Огромное серое здание – Дом Диор – занимает целый квартал на широкой авеню Монтень, что начинается у Рон-Пуан на Елисейских Полях. У здания два подъезда: один выходит на саму авеню Монтень и ведет в бутик, где можно купить разные безделушки и аксессуары к платьям, по цене от пяти фунтов до сотни; а вот второй подъезд-то и есть главный, и он не для всех.

Таксист же счел, что необычную пассажирку надо доставить именно к этому, второму подъезду, через который в Дом Диор попадали лишь по-настоящему богатые клиенты, поскольку был уверен, что везет как минимум английскую графиню. В крайнем случае, просто миледи – рыцарственную даму. По той же причине он запросил с нее ровно столько, сколько показывал счетчик – и даже на чай взял лишь пятьдесят франков, памятуя о предупреждении представителя БЕА. После чего он распрощался с ней единственным известным ему английским выражением: «Хау ду ю ду!» – и укатил, оставив миссис Харрис на тротуаре перед тем самым местом, куда были направлены все ее мечты и устремления в последние три года.

В этот миг странное предчувствие ледяной сосулькой скользнуло под коричневый твид ее пальто. Перед нею было здание, ничем не напоминавшее магазин – такой, например, как «Селфридж» на Оксфорд-стрит, или «Маркс энд Спенсер», куда она обычно ходила за покупками. В магазине должны быть витрины с товарами и рекламой, манекены с жемчужными зубами и розовыми щеками, с руками, элегантно растопыренными так, чтобы выставленные наряды предстали в самом выгодном свете. Здесь же ничего этого не было – вообще ничего, кроме обыкновенных окон, занавешенных красивыми серыми шторами, да двери с железной решеткой за стеклом. Правда, на ключевом камне арки подъезда было высечено: «Кристиан Диор» – но это было и все.

Если бы и вы мечтали о чем-то так же долго и сильно, как миссис Харрис мечтала о платье от Диора, то вы поняли бы, что когда мечта наконец приближается к своему осуществлению, каждый миг, ведущий к этому осуществлению, воспринимается необычно остро и уже никогда не забывается.

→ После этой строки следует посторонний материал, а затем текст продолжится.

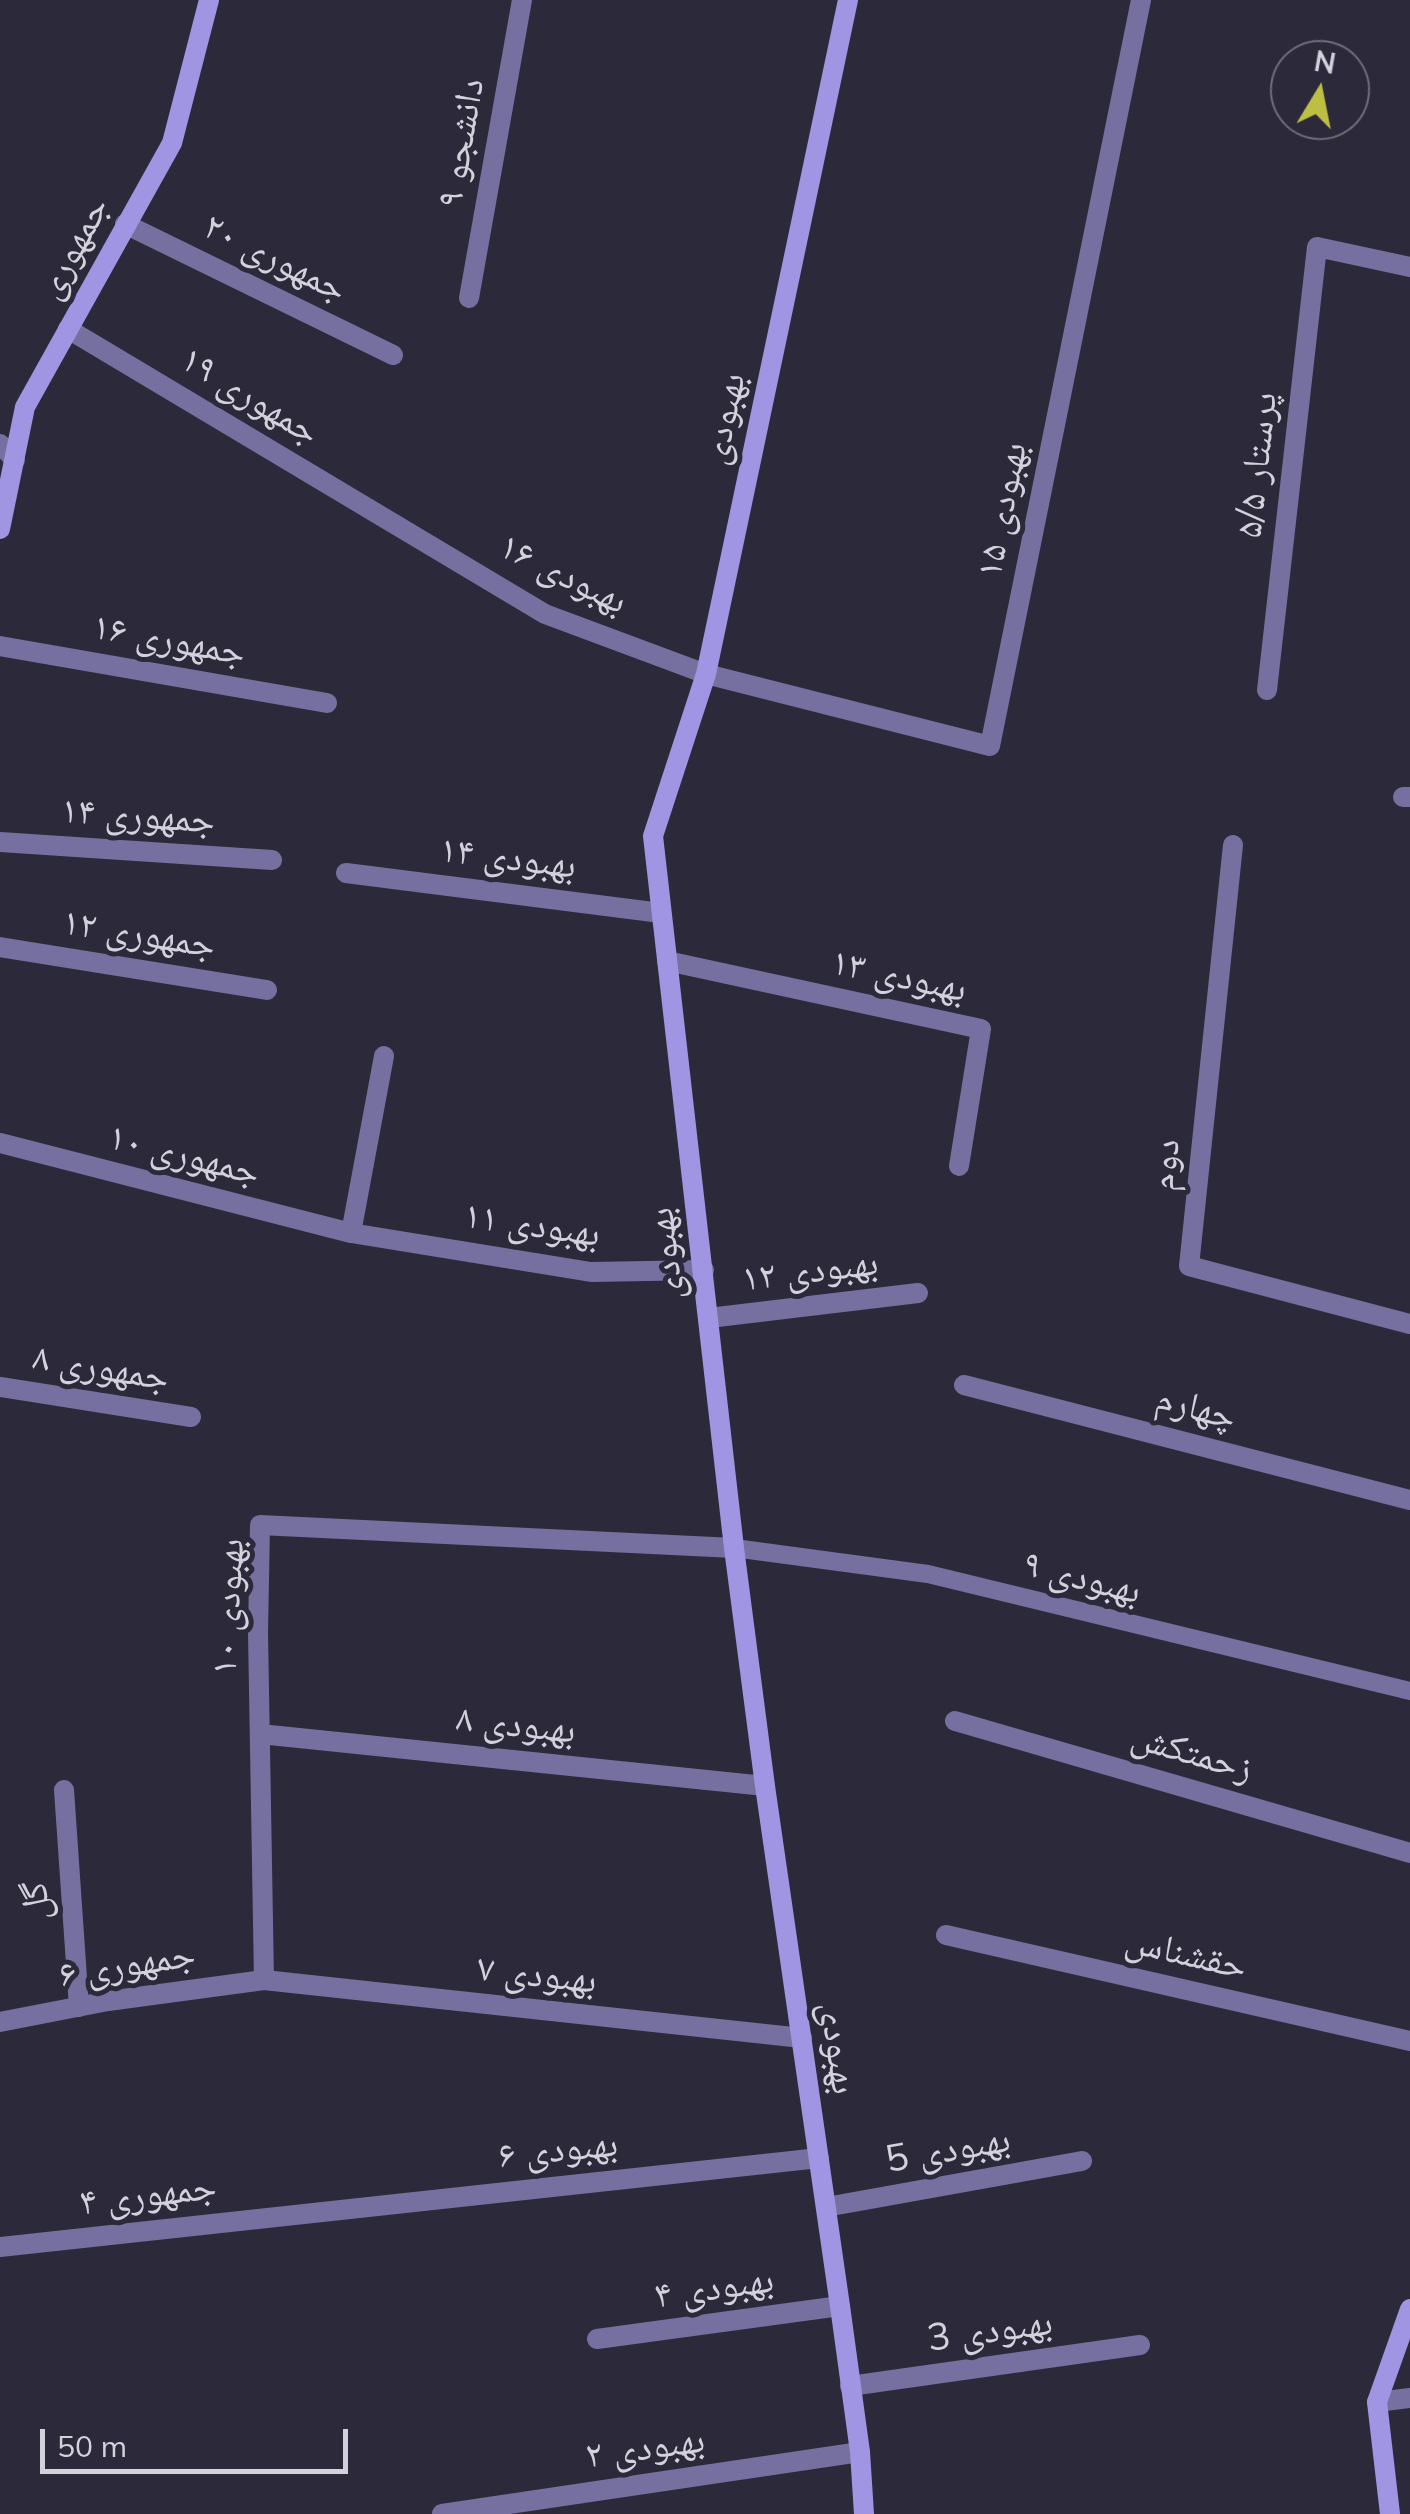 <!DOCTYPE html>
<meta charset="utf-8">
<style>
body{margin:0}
#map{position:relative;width:1410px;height:2514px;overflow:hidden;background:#2c2a3a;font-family:Mulish,sans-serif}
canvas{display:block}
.north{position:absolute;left:1270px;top:40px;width:100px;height:100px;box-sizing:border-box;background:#2c2a3a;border:2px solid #6e6d7b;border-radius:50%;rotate:10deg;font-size:28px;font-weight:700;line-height:40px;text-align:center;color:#d2d1dc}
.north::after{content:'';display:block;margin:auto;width:35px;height:45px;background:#bdbf43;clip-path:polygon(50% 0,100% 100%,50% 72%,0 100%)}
.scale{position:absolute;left:40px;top:2429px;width:308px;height:45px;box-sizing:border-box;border:5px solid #d2d1dc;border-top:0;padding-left:12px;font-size:30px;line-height:35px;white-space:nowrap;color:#d2d1dc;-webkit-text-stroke:8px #2c2a3a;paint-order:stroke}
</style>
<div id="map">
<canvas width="1410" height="2514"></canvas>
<div class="north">N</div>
<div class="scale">50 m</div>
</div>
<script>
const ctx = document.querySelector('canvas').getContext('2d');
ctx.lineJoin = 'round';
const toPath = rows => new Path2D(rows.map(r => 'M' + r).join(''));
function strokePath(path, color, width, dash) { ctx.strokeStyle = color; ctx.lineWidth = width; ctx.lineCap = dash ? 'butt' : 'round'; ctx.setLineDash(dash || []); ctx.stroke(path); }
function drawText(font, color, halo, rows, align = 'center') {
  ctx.font = font + ' Mulish,"Noto Naskh Arabic",sans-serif'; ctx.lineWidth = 10; ctx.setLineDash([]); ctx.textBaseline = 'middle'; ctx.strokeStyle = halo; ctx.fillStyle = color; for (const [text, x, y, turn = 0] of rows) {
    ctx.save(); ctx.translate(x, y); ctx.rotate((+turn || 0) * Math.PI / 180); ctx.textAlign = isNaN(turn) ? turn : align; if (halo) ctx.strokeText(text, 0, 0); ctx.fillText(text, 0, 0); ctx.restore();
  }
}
const lane = toPath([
 [734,1548,928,1574,1410,1691]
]);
const street = toPath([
 [125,224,393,355],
 [469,298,522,0],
 [68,329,545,614,706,674,990,746,1141,0],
 [0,444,15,460],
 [0,646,327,703],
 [1267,690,1317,247,1410,267],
 [1403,797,1410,797],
 [0,842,272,860],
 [1233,845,1189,1266,1410,1324],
 [346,873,661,913],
 [0,947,267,990],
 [667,961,981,1029,959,1166],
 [0,1143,351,1233,591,1272,704,1270],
 [351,1233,384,1056],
 [709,1318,918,1293],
 [964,1385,1410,1500],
 [0,1387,191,1417],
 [955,1721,1410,1853],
 [260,1734,765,1786],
 [64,1790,79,2007],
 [946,1935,1410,2041],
 [264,1980,258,1632,260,1525,734,1548],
 [0,2022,108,2001,264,1980,802,2038],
 [826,2207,1082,2161],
 [0,2247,819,2158],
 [597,2339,840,2306],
 [850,2386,1140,2345],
 [1377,2402,1410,2398],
 [442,2514,860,2452]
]);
const secondary = toPath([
 [848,0,706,674,653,836,734,1548,765,1786,840,2306,860,2452,864,2514],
 [0,529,25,407,172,143,209,0],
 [1390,2514,1377,2402,1410,2309]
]);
const streetNames = [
 ["دانشجو ۹",461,143,-80],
 ["جمهوری",73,248,-61],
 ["جمهوری ۲۰",275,258,26],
 ["جمهوری ۱۹",250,396,31],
 ["بهبودی",724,419,-78],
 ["پرستار ۵/۵",1257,465,-84],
 ["بهبودی ۱۵",1002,510,-79],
 ["بهبودی ۱۶",563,574,26],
 ["جمهوری ۱۶",169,640,10],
 ["جمهوری ۱۴",138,816,4],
 ["بهبودی ۱۴",508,858,7],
 ["جمهوری ۱۲",139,934,9],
 ["بهبودی ۱۳",899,976,12],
 ["جمهوری ۱۰",184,1155,14],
 ["دوم",1165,1165,-84],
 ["بهبودی ۱۱",532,1225,8],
 ["بهبودی",666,1254,-97],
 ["بهبودی ۱۲",810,1271,-7],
 ["جمهوری ۸",101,1368,9],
 ["چهارم",1196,1408,15],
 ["بهبودی ۹",1082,1578,14],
 ["بهبودی ۱۰",228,1607,-87],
 ["بهبودی ۸",516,1725,6],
 ["زحمتکش",1192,1753,16],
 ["گل",36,1901,-94],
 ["حقشناس",1186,1954,13],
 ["جمهوری ۶",127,1965,-9],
 ["بهبودی ۷",537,1975,6],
 ["بهبودی",838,2048,82],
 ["بهبودی ۶",558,2150,-6],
 ["بهبودی 5",948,2150,-10],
 ["جمهوری ۴",148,2195,-7],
 ["بهبودی ۴",714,2288,-8],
 ["بهبودی 3",990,2331,-8],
 ["بهبودی ۲",645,2448,-8]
];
strokePath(lane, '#7670a0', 18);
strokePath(street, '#7670a0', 20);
strokePath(secondary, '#a095e2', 20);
drawText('38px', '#d2d1dc', '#2c2a3a', streetNames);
</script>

И вот, стоя одна посреди чужого города, окруженная непривычным гулом чужих улиц и толпами иностранцев, возле огромного серого здания, похожего вовсе не на магазин, а на частный дом, миссис Харрис вдруг почувствовала себя одинокой, испуганной и заброшенной – и даже, несмотря на толстый рулон серебристо-зеленых американских долларов в ее сумочке, ей подумалось, что лучше бы ей было не приезжать… или что надо было, по крайней мере, попросить того любезного человека из аэропорта сопровождать ее; или пусть хотя бы таксист не уезжал и не бросал ее здесь одну…

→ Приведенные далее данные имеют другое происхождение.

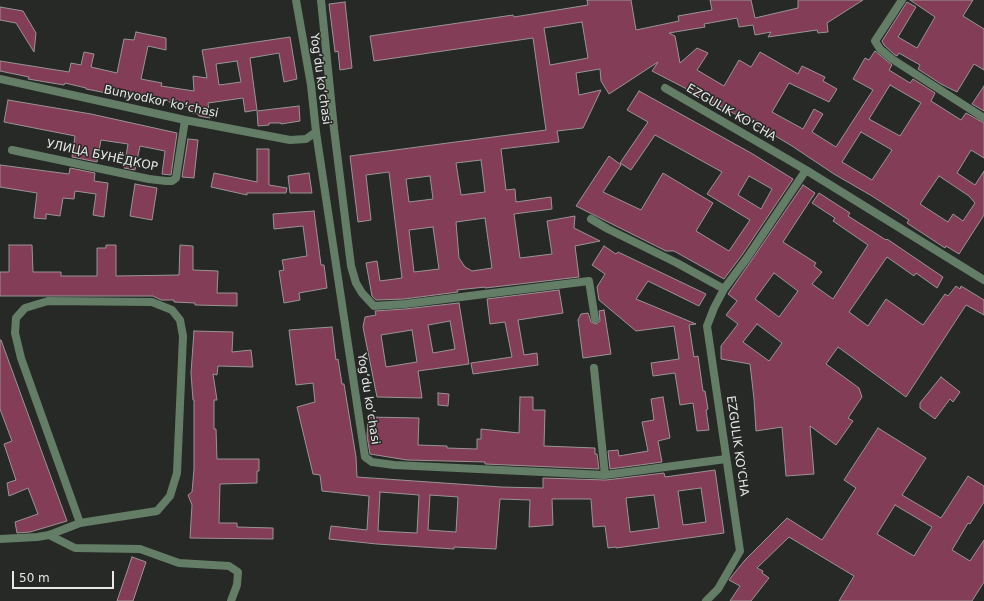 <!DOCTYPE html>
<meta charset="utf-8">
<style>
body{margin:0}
#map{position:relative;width:984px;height:601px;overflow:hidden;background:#262926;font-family:"DejaVu Sans",sans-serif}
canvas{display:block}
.scale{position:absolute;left:12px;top:571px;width:102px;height:18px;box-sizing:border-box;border:2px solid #e6e9e7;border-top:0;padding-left:5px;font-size:12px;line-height:14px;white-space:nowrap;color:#e6e9e7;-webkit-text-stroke:3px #262926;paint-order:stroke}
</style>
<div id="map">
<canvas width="984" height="601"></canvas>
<div class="scale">50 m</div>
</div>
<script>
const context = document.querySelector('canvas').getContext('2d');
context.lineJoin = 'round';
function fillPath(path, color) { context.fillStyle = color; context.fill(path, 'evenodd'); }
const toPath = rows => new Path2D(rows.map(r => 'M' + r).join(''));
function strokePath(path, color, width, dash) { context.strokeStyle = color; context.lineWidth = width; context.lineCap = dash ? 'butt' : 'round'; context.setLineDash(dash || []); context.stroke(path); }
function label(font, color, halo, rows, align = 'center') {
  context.font = font + ' "DejaVu Sans",sans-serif'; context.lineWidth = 3; context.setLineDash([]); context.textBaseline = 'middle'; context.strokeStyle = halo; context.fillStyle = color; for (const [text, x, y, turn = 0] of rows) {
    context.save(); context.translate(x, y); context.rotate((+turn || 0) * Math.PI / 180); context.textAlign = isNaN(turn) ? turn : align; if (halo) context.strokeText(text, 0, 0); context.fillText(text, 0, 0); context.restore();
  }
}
const building = toPath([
 [587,0,631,0,636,30,679,21,678,16,712,10,710,0,751,0,755,18,798,8,798,0,863,0,827,23,828,32,818,33,817,30,768,37,771,32,755,35,753,25,739,27,737,18,704,24,705,27,669,33,675,36,680,63,697,48,708,53,697,70,724,86,739,60,751,67,760,52,798,74,802,66,825,77,823,81,837,89,829,102,789,83,772,112,803,129,814,109,823,114,812,132,836,147,873,90,853,79,865,58,869,60,875,51,892,65,889,70,910,83,913,79,935,93,931,101,961,120,966,113,984,123,984,158,971,150,957,173,975,185,984,171,984,215,959,254,946,246,945,248,907,223,909,220,872,196,834,174,792,146,762,128,652,71,658,62,609,94,601,81,600,69,576,73,579,95,601,90,583,128,557,131,559,142,501,149,506,190,515,189,516,202,551,197,552,209,514,214,520,258,552,254,547,221,575,216,574,228,600,241,575,246,579,277,485,288,485,287,457,290,458,292,404,299,376,300,372,296,366,263,377,261,380,281,402,278,389,172,366,175,371,220,358,222,350,156,546,130,533,38,374,61,370,36,513,15,514,17,588,5,587,0],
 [582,22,588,58,550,65,544,28,582,22],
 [890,85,921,103,900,136,869,119,890,85],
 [861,132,892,150,872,180,842,162,861,132],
 [481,160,485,192,461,195,456,163,481,160],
 [430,176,433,199,409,202,406,179,430,176],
 [939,176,969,196,975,203,963,221,953,214,948,222,920,204,939,176],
 [485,218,492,268,472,271,465,267,459,258,456,222,485,218],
 [433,227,439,269,414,272,409,230,433,227],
 [910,0,973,0,963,16,984,29,984,70,974,64,957,92,941,84,918,69,920,65,899,53,897,56,895,55,884,45,882,41,907,2,916,7,898,37,917,48,935,17,910,0],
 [345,2,352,68,340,70,338,51,335,52,329,4,345,2],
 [0,7,23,11,36,33,34,52,16,23,0,20,0,7],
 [136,32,166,38,166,50,148,46,141,79,162,83,161,86,194,91,193,76,207,78,202,50,290,37,297,79,284,82,279,53,250,58,257,110,245,112,243,98,208,103,210,118,199,116,198,114,189,112,189,107,158,99,158,103,86,89,86,88,65,83,64,85,28,79,29,77,0,71,0,61,69,72,71,63,81,65,84,52,94,54,91,67,117,73,124,39,134,40,136,32],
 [237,61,241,82,219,85,216,64,237,61],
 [984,86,984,111,972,104,984,86],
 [639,91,751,153,793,179,742,255,724,279,674,251,666,251,576,206,609,156,621,165,603,192,641,210,663,173,713,203,696,231,729,251,750,220,707,194,722,172,655,135,631,170,620,163,648,122,627,110,639,91],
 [749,176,772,189,761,209,738,195,749,176],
 [8,100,91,114,177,133,171,175,162,174,165,151,140,146,135,170,124,168,128,144,101,140,97,162,72,157,75,136,4,122,8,100],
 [299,106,300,121,281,124,281,123,269,123,269,125,258,126,257,111,299,106],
 [188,139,198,140,194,178,182,177,188,139],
 [257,149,269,149,269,185,287,188,286,193,247,193,247,195,211,187,214,173,257,182,257,149],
 [0,165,69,174,70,168,95,173,94,181,108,183,104,217,93,215,96,194,75,191,74,199,63,198,60,216,46,214,46,219,34,218,37,193,0,187,0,165],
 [309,173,312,193,290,193,288,176,309,173],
 [135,184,157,188,152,220,130,216,135,184],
 [803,185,815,193,783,242,816,263,814,266,822,272,812,284,833,299,868,245,833,221,835,218,812,203,819,193,850,213,848,216,886,240,887,239,943,277,937,288,916,273,914,276,887,257,849,312,868,326,886,299,923,325,945,294,948,296,956,286,960,289,961,286,984,300,984,315,966,305,906,397,838,347,826,364,859,388,862,397,848,418,853,421,836,445,810,426,814,474,786,476,782,427,756,431,754,399,750,364,721,359,721,346,738,324,726,315,737,301,728,294,751,261,803,185],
 [774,273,798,291,779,317,755,299,774,273],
 [757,324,782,343,769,361,743,342,757,324],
 [314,211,321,265,324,265,327,288,299,293,300,300,284,303,279,271,284,270,282,260,307,256,303,226,274,229,273,214,314,211],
 [9,245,32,245,33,272,61,272,61,276,97,276,97,248,106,248,106,245,116,245,116,276,179,275,180,245,193,246,193,270,218,271,217,293,237,293,237,306,195,305,195,303,174,302,174,300,161,300,153,296,0,296,0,272,9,272,9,245],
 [604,246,616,254,618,252,706,294,699,306,648,281,636,299,696,324,689,325,694,357,698,356,703,391,705,391,708,409,706,410,709,430,697,431,693,403,680,405,675,373,653,376,651,363,679,359,674,326,636,331,599,300,597,287,605,274,592,265,604,246],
 [559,290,563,313,518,320,524,355,537,353,538,365,473,374,471,363,512,357,505,322,490,324,487,299,559,290],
 [459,303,469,364,418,371,422,398,377,397,363,327,365,317,376,315,375,311,405,309,459,303],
 [450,321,455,349,433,353,428,325,450,321],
 [412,330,417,362,386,367,381,335,412,330],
 [604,310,611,354,583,358,578,320,581,314,588,313,591,322,596,324,600,321,599,311,604,310],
 [332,327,336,360,338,359,342,384,344,384,356,457,357,477,501,487,543,488,543,478,606,480,664,473,665,477,715,470,724,533,616,548,616,547,608,548,605,526,593,527,591,499,552,499,553,525,529,527,530,500,500,499,496,549,454,547,454,549,377,544,329,539,331,526,367,530,369,496,322,491,320,475,313,474,297,407,315,402,313,383,296,385,289,330,332,327],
 [701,488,706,522,683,525,678,491,701,488],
 [380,492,419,495,417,533,378,531,380,492],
 [430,495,458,497,456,532,428,530,430,495],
 [654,495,659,528,630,532,626,498,654,495],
 [194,331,233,332,232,352,251,350,253,367,218,366,217,375,213,374,217,400,214,400,214,429,216,429,217,459,259,459,259,471,257,471,257,483,220,484,219,523,237,523,237,527,273,528,273,539,190,538,192,505,188,495,192,492,194,469,194,400,193,400,191,373,194,331],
 [0,340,1,340,67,521,30,532,17,533,15,522,38,514,28,488,9,496,7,483,16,480,4,444,12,441,0,409,0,340],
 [941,377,960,392,953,402,950,399,935,419,920,408,920,403,941,377],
 [438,393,449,394,448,406,438,405,438,393],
 [520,397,533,397,533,410,545,410,544,446,595,448,595,454,597,454,599,469,485,464,485,462,407,460,370,454,367,436,368,417,419,418,418,445,447,446,447,448,477,449,477,439,481,439,481,429,519,433,520,397],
 [663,397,670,438,658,441,662,462,610,469,608,451,618,450,619,456,648,451,642,422,654,420,651,399,663,397],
 [878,428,926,458,902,495,941,518,968,476,984,486,984,502,970,524,968,523,952,550,970,561,984,540,984,582,972,601,839,601,854,576,789,537,757,568,763,571,762,573,769,578,751,601,730,601,740,586,729,580,732,576,745,560,787,518,822,540,856,488,844,480,878,428],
 [895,505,932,527,914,556,877,534,895,505],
 [132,557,146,562,133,601,117,601,132,557]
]);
fillPath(building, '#843d57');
strokePath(building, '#9a9495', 1);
strokePath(toPath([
 [296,0,311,85,316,132,365,457,372,462,394,465,605,475,594,368],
 [321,0,334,129,351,266,356,283,362,293,374,306,405,304,589,281,595,319],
 [902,0,875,41,880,49,892,59,984,118],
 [0,79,185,120,290,140,306,139,316,132],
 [665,88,806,170,984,280],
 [12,150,149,179,166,181,172,181,176,178,185,120],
 [591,219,608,229,677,263,724,289],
 [605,475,726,459],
 [49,535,75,548,140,549,179,563,229,566,238,572,237,585,231,601],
 [0,539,37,537,49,535,80,523,157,511,170,496,177,473,183,336,180,320,172,310,152,302,48,301,25,308,16,318,15,333,21,358,80,523],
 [706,601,718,589,740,551,707,326,714,308,724,289,747,258,806,170]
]), '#647d66', 8);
label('12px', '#e6e9e7', '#262926', [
 ["Yogʻdu koʻchasi",320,79,82],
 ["Bunyodkor koʻchasi",161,102,12],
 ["EZGULIK KO'CHA",731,113,30],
 ["УЛИЦА БУНЁДКОР",102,156,12],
 ["Yogʻdu koʻchasi",368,399,81],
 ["EZGULIK KO'CHA",737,446,82]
]);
</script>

Но тут, по счастью, проехала мимо машина из британского посольства – и вид маленького британского флага над ее крылом заставил миссис Харрис выпрямиться и вернул ей прежнюю решительность. Она вспомнила, кто она и откуда, глубоко вдохнула волнующие ароматы Парижа, слегка сдобренные бензиновой гарью, решительно толкнула дверь – и вошла.

Царивший за порогом аромат элегантной роскоши едва не заставил ее тут же выбежать из здания. Тут пахло так же, как в гардеробе леди Дант; так же, как пахли шубы и платья графини Вышинской (у которой миссис Харрис убирала от четырех до шести часов вечера); этот запах миссис Харрис иногда чувствовала, когда шла по тротуару, а кто-то открывал дверцу припаркованного рядом роскошного авто. Это был запах духов, мехов и шелка, кожи и бархата, драгоценностей и тонкой пудры. Этот запах и поднимался от толстых серых ковров, исходил от тяжелых серых драпировок, витал над широкой парадной лестницей, открывшейся перед миссис Харрис.

Да, то был запах богатства, и он заставил ее затрепетать и вновь подумать о том, что делает она, Ада Харрис, в этом дворце – вместо того, чтобы мыть посуду у миссис Ффорд Фулкс, или содействовать артистической карьере восходящей звезды сцены, мисс Памелы Пенроуз, путем наведения лоска на ее комнатку перед визитом очередного продюсера.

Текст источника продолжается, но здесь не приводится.